* [Dataset extract]:
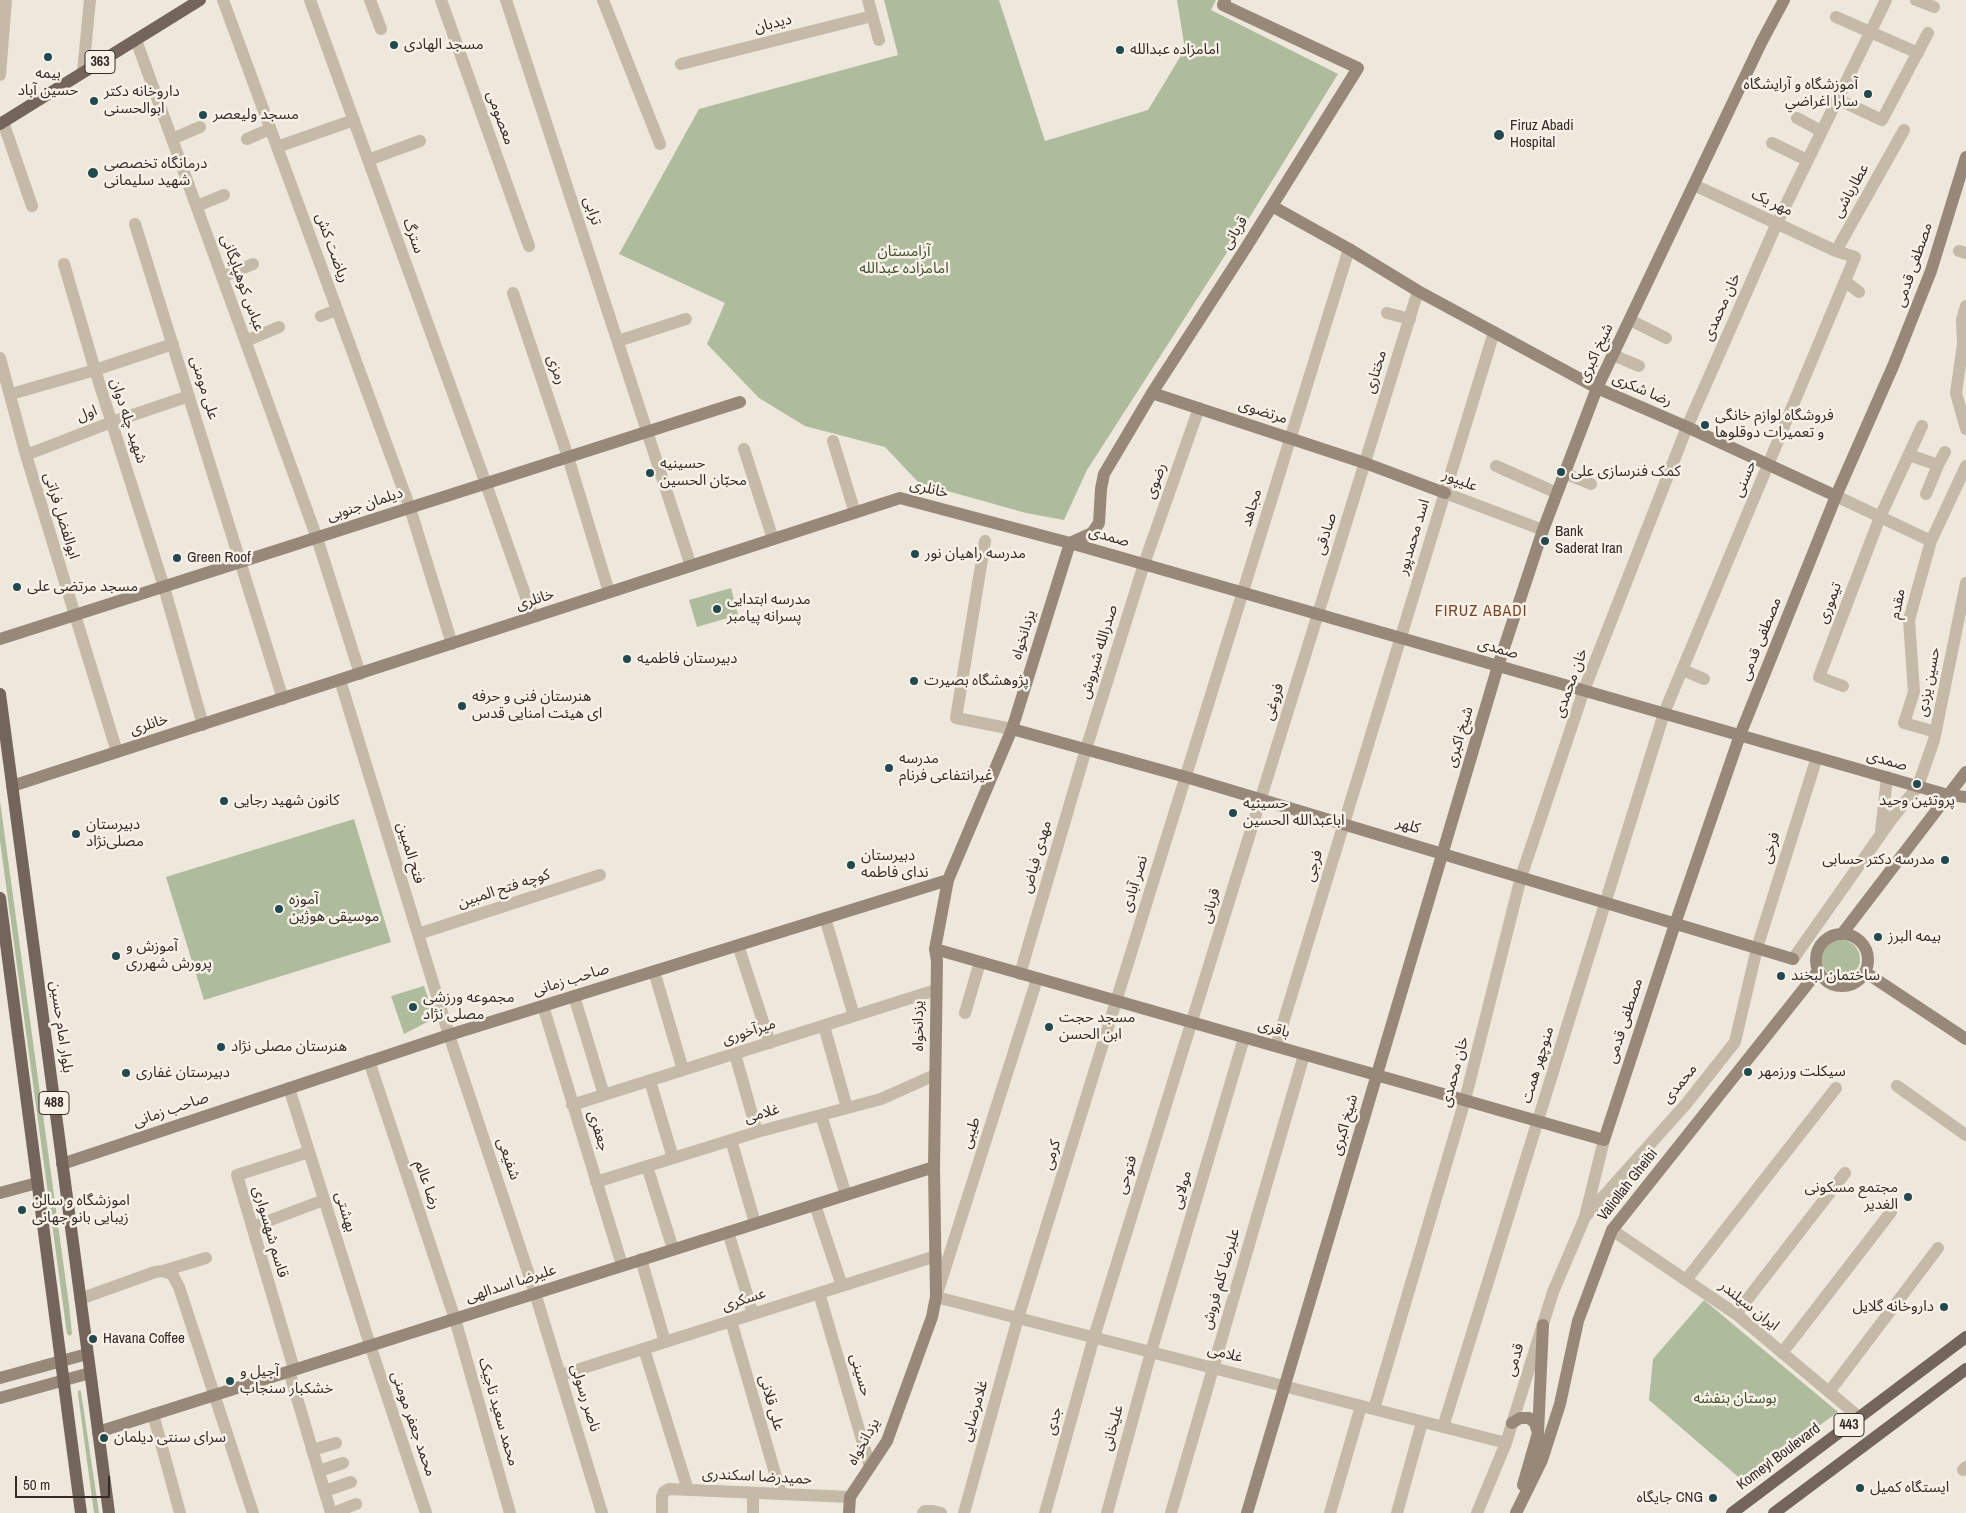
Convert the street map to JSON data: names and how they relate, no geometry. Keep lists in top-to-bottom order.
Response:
{
  "streets": {
    "main road": [
      "363",
      "بلوار امام حسین",
      "488",
      "443",
      "Komeyl Boulevard"
    ],
    "street": [
      "دیدبان",
      "معصومی",
      "عطارباشی",
      "مهر یک",
      "ترابی",
      "قربانی",
      "سترگ",
      "ریاضت کش",
      "مصطفی قدمی",
      "عباس کوهپایگانی",
      "خان محمدی",
      "شیخ اکبری",
      "رمزی",
      "مختاری",
      "علی مومنی",
      "رضا شکری",
      "مرتضوی",
      "اول",
      "شهید چله دوان",
      "حسنی",
      "رضوی",
      "علیپور",
      "خانلری",
      "دیلمان جنوبی",
      "مجاهد",
      "ابوالفضل فراتی",
      "صادقی",
      "صمدی",
      "اسد محمدپور",
      "تیموری",
      "مقدم",
      "یزدانخواه",
      "صدرالله شیروش",
      "حسین یزدی",
      "فروغی",
      "کلهر",
      "فرخی",
      "فتح المبین",
      "مهدی فیاض",
      "فرجی",
      "نصر آبادی",
      "کوچه فتح المبین",
      "صاحب زمانی",
      "باقری",
      "میرآخوری",
      "منوچهر همت",
      "محمدی",
      "غلامی",
      "جعفری",
      "طیبی",
      "کرمی",
      "شفیعی",
      "فتوحی",
      "رضا عالم",
      "Valiollah Gheibi",
      "مولایی",
      "بهشتی",
      "قاسم شهسواری",
      "علیرضا کلم فروش",
      "علیرضا اسدالهی",
      "عسکری",
      "ایران سیلندر",
      "قدمی",
      "حسینی",
      "ناصر رسولی",
      "علی قلانی",
      "غلامرضایی",
      "محمد سعید تاجیک",
      "جدی",
      "محمد جعفر مومنی",
      "علیخانی",
      "حمیدرضا اسکندری"
    ]
  },
  "crossings": [
    ["363", "عباس کوهپایگانی"],
    ["عطارباشی", "مهر یک"],
    ["عطارباشی", "حسنی"],
    ["مهر یک", "خان محمدی"],
    ["مهر یک", "شیخ اکبری"],
    ["مهر یک", "حسنی"],
    ["ترابی", "خانلری"],
    ["ترابی", "دیلمان جنوبی"],
    ["قربانی", "رضا شکری"],
    ["قربانی", "مرتضوی"],
    ["قربانی", "خانلری"],
    ["قربانی", "صمدی"],
    ["قربانی", "یزدانخواه"],
    ["قربانی", "فروغی"],
    ["قربانی", "کلهر"],
    ["قربانی", "باقری"],
    ["قربانی", "فتوحی"],
    ["سترگ", "خانلری"],
    ["سترگ", "دیلمان جنوبی"],
    ["ریاضت کش", "خانلری"],
    ["ریاضت کش", "دیلمان جنوبی"],
    ["مصطفی قدمی", "رضا شکری"],
    ["مصطفی قدمی", "صمدی"],
    ["مصطفی قدمی", "کلهر"],
    ["مصطفی قدمی", "باقری"],
    ["عباس کوهپایگانی", "خانلری"],
    ["عباس کوهپایگانی", "دیلمان جنوبی"],
    ["خان محمدی", "رضا شکری"],
    ["خان محمدی", "صمدی"],
    ["خان محمدی", "کلهر"],
    ["خان محمدی", "باقری"],
    ["خان محمدی", "غلامی"],
    ["شیخ اکبری", "رضا شکری"],
    ["شیخ اکبری", "علیپور"],
    ["شیخ اکبری", "صمدی"],
    ["شیخ اکبری", "کلهر"],
    ["شیخ اکبری", "باقری"],
    ["شیخ اکبری", "غلامی"],
    ["رمزی", "خانلری"],
    ["رمزی", "دیلمان جنوبی"],
    ["مختاری", "رضا شکری"],
    ["مختاری", "مرتضوی"],
    ["مختاری", "علیپور"],
    ["مختاری", "صادقی"],
    ["علی مومنی", "اول"],
    ["علی مومنی", "خانلری"],
    ["علی مومنی", "دیلمان جنوبی"],
    ["رضا شکری", "حسنی"],
    ["رضا شکری", "مجاهد"],
    ["رضا شکری", "اسد محمدپور"],
    ["رضا شکری", "تیموری"],
    ["رضا شکری", "مقدم"],
    ["مرتضوی", "رضوی"],
    ["مرتضوی", "علیپور"],
    ["مرتضوی", "مجاهد"],
    ["مرتضوی", "صادقی"],
    ["اول", "شهید چله دوان"],
    ["اول", "ابوالفضل فراتی"],
    ["شهید چله دوان", "خانلری"],
    ["شهید چله دوان", "دیلمان جنوبی"],
    ["حسنی", "صمدی"],
    ["حسنی", "منوچهر همت"],
    ["رضوی", "صمدی"],
    ["رضوی", "صدرالله شیروش"],
    ["علیپور", "صادقی"],
    ["علیپور", "اسد محمدپور"],
    ["خانلری", "ابوالفضل فراتی"],
    ["خانلری", "صمدی"],
    ["خانلری", "یزدانخواه"],
    ["خانلری", "فتح المبین"],
    ["خانلری", "بلوار امام حسین"],
    ["دیلمان جنوبی", "ابوالفضل فراتی"],
    ["مجاهد", "صمدی"],
    ["مجاهد", "کلهر"],
    ["مجاهد", "نصر آبادی"],
    ["صادقی", "صمدی"],
    ["صادقی", "فروغی"],
    ["صمدی", "اسد محمدپور"],
    ["صمدی", "یزدانخواه"],
    ["صمدی", "صدرالله شیروش"],
    ["صمدی", "حسین یزدی"],
    ["صمدی", "فروغی"],
    ["صمدی", "فرخی"],
    ["صمدی", "فرجی"],
    ["صمدی", "منوچهر همت"],
    ["اسد محمدپور", "فرجی"],
    ["مقدم", "حسین یزدی"],
    ["یزدانخواه", "کلهر"],
    ["یزدانخواه", "صاحب زمانی"],
    ["یزدانخواه", "باقری"],
    ["یزدانخواه", "میرآخوری"],
    ["یزدانخواه", "غلامی"],
    ["یزدانخواه", "طیبی"],
    ["یزدانخواه", "علیرضا اسدالهی"],
    ["یزدانخواه", "عسکری"],
    ["یزدانخواه", "حسینی"],
    ["یزدانخواه", "حمیدرضا اسکندری"],
    ["صدرالله شیروش", "کلهر"],
    ["صدرالله شیروش", "مهدی فیاض"],
    ["حسین یزدی", "کلهر"],
    ["فروغی", "کلهر"],
    ["کلهر", "فرخی"],
    ["کلهر", "مهدی فیاض"],
    ["کلهر", "فرجی"],
    ["کلهر", "نصر آبادی"],
    ["کلهر", "منوچهر همت"],
    ["کلهر", "محمدی"],
    ["فرخی", "محمدی"],
    ["فتح المبین", "کوچه فتح المبین"],
    ["فتح المبین", "صاحب زمانی"],
    ["فتح المبین", "شفیعی"],
    ["مهدی فیاض", "باقری"],
    ["فرجی", "باقری"],
    ["نصر آبادی", "باقری"],
    ["نصر آبادی", "کرمی"],
    ["صاحب زمانی", "بلوار امام حسین"],
    ["صاحب زمانی", "جعفری"],
    ["صاحب زمانی", "شفیعی"],
    ["صاحب زمانی", "رضا عالم"],
    ["صاحب زمانی", "بهشتی"],
    ["بلوار امام حسین", "علیرضا اسدالهی"],
    ["باقری", "منوچهر همت"],
    ["باقری", "طیبی"],
    ["باقری", "کرمی"],
    ["باقری", "فتوحی"],
    ["باقری", "مولایی"],
    ["باقری", "علیرضا کلم فروش"],
    ["میرآخوری", "جعفری"],
    ["منوچهر همت", "غلامی"],
    ["محمدی", "قدمی"],
    ["غلامی", "جعفری"],
    ["غلامی", "طیبی"],
    ["غلامی", "کرمی"],
    ["غلامی", "فتوحی"],
    ["غلامی", "مولایی"],
    ["غلامی", "علیرضا کلم فروش"],
    ["غلامی", "قدمی"],
    ["غلامی", "غلامرضایی"],
    ["غلامی", "جدی"],
    ["غلامی", "علیخانی"],
    ["جعفری", "علیرضا اسدالهی"],
    ["کرمی", "غلامرضایی"],
    ["شفیعی", "علیرضا اسدالهی"],
    ["شفیعی", "ناصر رسولی"],
    ["فتوحی", "جدی"],
    ["رضا عالم", "علیرضا اسدالهی"],
    ["رضا عالم", "محمد سعید تاجیک"],
    ["Valiollah Gheibi", "ایران سیلندر"],
    ["مولایی", "علیخانی"],
    ["بهشتی", "قاسم شهسواری"],
    ["بهشتی", "علیرضا اسدالهی"],
    ["بهشتی", "محمد جعفر مومنی"],
    ["قاسم شهسواری", "علیرضا اسدالهی"],
    ["علیرضا اسدالهی", "ناصر رسولی"],
    ["علیرضا اسدالهی", "محمد سعید تاجیک"],
    ["علیرضا اسدالهی", "محمد جعفر مومنی"],
    ["عسکری", "حسینی"],
    ["عسکری", "ناصر رسولی"],
    ["عسکری", "علی قلانی"],
    ["ایران سیلندر", "Komeyl Boulevard"],
    ["علی قلانی", "حمیدرضا اسکندری"]
  ],
  "districts": ["FIRUZ ABADI"],
  "parks": ["آرامستان امامزاده عبدالله", "بوستان بنفشه"],
  "places": [
    "مسجد الهادی",
    "امامزاده عبدالله",
    "بیمه حسین آباد",
    "آموزشگاه و آرايشگاه سارا اغراضي",
    "داروخانه دکتر ابوالحسنی",
    "مسجد ولیعصر",
    "Firuz Abadi Hospital",
    "درمانگاه تخصصی شهید سلیمانی",
    "فروشگاه لوازم خانگی و تعمیرات دوقلوها",
    "کمک فنرسازی علی",
    "حسینیه محبّان الحسین",
    "Bank Saderat Iran",
    "مدرسه راهیان نور",
    "Green Roof",
    "مسجد مرتضی علی",
    "مدرسه ابتدایی پسرانه پیامبر",
    "دبیرستان فاطمیه",
    "پژوهشگاه بصیرت",
    "هنرستان فنی و حرفه ای هیئت امنایی قدس",
    "مدرسه غیرانتفاعی فرنام",
    "پروتئین وحید",
    "کانون شهید رجایی",
    "حسینیه اباعبدالله الحسین",
    "دبیرستان مصلی‌نژاد",
    "مدرسه دکتر حسابی",
    "دبیرستان ندای فاطمه",
    "آموزه موسیقی هوژین",
    "بیمه البرز",
    "آموزش و پرورش شهرری",
    "ساختمان لبخند",
    "مجموعه ورزشی مصلی نژاد",
    "مسجد حجت ابن الحسن",
    "هنرستان مصلی نژاد",
    "سیکلت ورزمهر",
    "دبیرستان غفاری",
    "مجتمع مسکونی الغدیر",
    "اموزشگاه و سالن زیبایی بانو جهانی",
    "داروخانه گلایل",
    "Havana Coffee",
    "آجیل و خشکبار سنجاب",
    "سرای سنتی دیلمان",
    "ایستگاه کمیل",
    "جایگاه CNG"
  ],
  "scale_bar": "50 m"
}
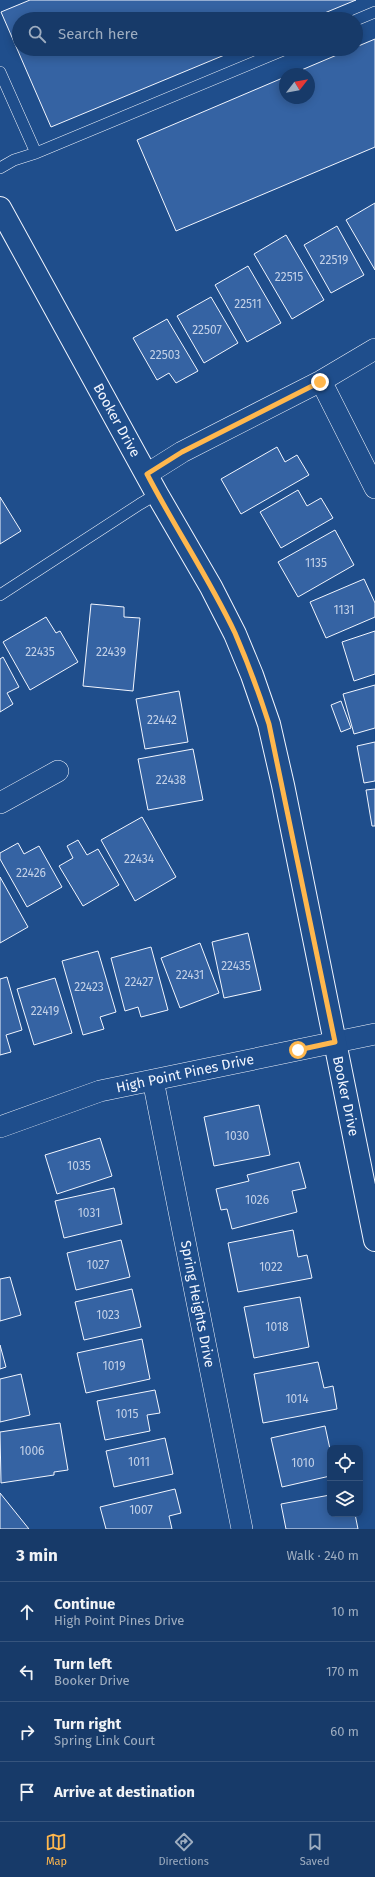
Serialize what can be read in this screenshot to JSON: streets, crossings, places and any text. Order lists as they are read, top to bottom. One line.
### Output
{"streets":{"street":["Booker Drive","High Point Pines Drive","Spring Heights Drive"]},"crossings":[["Booker Drive","High Point Pines Drive"],["High Point Pines Drive","Spring Heights Drive"]],"house_numbers":["22519","22515","22511","22507","22503","1135","1131","22435","22439","22442","22438","22434","22426","22435","22431","22427","22423","22419","1030","1035","1026","1031","1027","1022","1023","1018","1019","1014","1015","1006","1011","1010","1007"],"north":"top right","page":{"search":"Search here","heading":["3 min","Walk · 240 m"],"list":[["Continue","High Point Pines Drive","10 m"],["Turn left","Booker Drive","170 m"],["Turn right","Spring Link Court","60 m"],"Arrive at destination"],"nav":["Map","Directions","Saved"]}}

* [Goal of the exercise]: Using the material above, return each line in which the word "bottom" occurs.

* [Solved exercise]:
Convert the street map to JSON data: names and how they relate, no geometry. Keep lists in top-to-bottom order.
Serialize what can be read in this screenshot to JSON: streets, crossings, places and any text. Order lists as they are read, top to bottom. One line.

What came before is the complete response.